*** Dataset records ***
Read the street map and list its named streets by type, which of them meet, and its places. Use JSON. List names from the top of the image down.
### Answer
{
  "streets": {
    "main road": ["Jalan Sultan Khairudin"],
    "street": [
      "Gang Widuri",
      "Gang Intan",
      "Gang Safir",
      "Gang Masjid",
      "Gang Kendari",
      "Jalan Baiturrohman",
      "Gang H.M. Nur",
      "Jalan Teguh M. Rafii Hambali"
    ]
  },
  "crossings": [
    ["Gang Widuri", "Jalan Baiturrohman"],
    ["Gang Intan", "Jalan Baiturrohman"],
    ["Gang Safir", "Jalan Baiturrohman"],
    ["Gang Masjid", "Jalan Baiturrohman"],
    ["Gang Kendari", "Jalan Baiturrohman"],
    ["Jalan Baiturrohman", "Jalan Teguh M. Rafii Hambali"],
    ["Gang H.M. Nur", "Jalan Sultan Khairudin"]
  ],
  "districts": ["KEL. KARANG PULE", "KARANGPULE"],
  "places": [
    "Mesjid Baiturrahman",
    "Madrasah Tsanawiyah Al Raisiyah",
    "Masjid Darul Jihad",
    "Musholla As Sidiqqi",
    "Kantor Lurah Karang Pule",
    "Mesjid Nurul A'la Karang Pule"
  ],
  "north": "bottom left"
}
***
Transcribe every line of the records exactly, please.

Read the street map and list its named streets by type, which of them meet, and its places. Use JSON. List names from the top of the image down.
### Answer
{
  "streets": {
    "main road": ["Jalan Sultan Khairudin"],
    "street": [
      "Gang Widuri",
      "Gang Intan",
      "Gang Safir",
      "Gang Masjid",
      "Gang Kendari",
      "Jalan Baiturrohman",
      "Gang H.M. Nur",
      "Jalan Teguh M. Rafii Hambali"
    ]
  },
  "crossings": [
    ["Gang Widuri", "Jalan Baiturrohman"],
    ["Gang Intan", "Jalan Baiturrohman"],
    ["Gang Safir", "Jalan Baiturrohman"],
    ["Gang Masjid", "Jalan Baiturrohman"],
    ["Gang Kendari", "Jalan Baiturrohman"],
    ["Jalan Baiturrohman", "Jalan Teguh M. Rafii Hambali"],
    ["Gang H.M. Nur", "Jalan Sultan Khairudin"]
  ],
  "districts": ["KEL. KARANG PULE", "KARANGPULE"],
  "places": [
    "Mesjid Baiturrahman",
    "Madrasah Tsanawiyah Al Raisiyah",
    "Masjid Darul Jihad",
    "Musholla As Sidiqqi",
    "Kantor Lurah Karang Pule",
    "Mesjid Nurul A'la Karang Pule"
  ],
  "north": "bottom left"
}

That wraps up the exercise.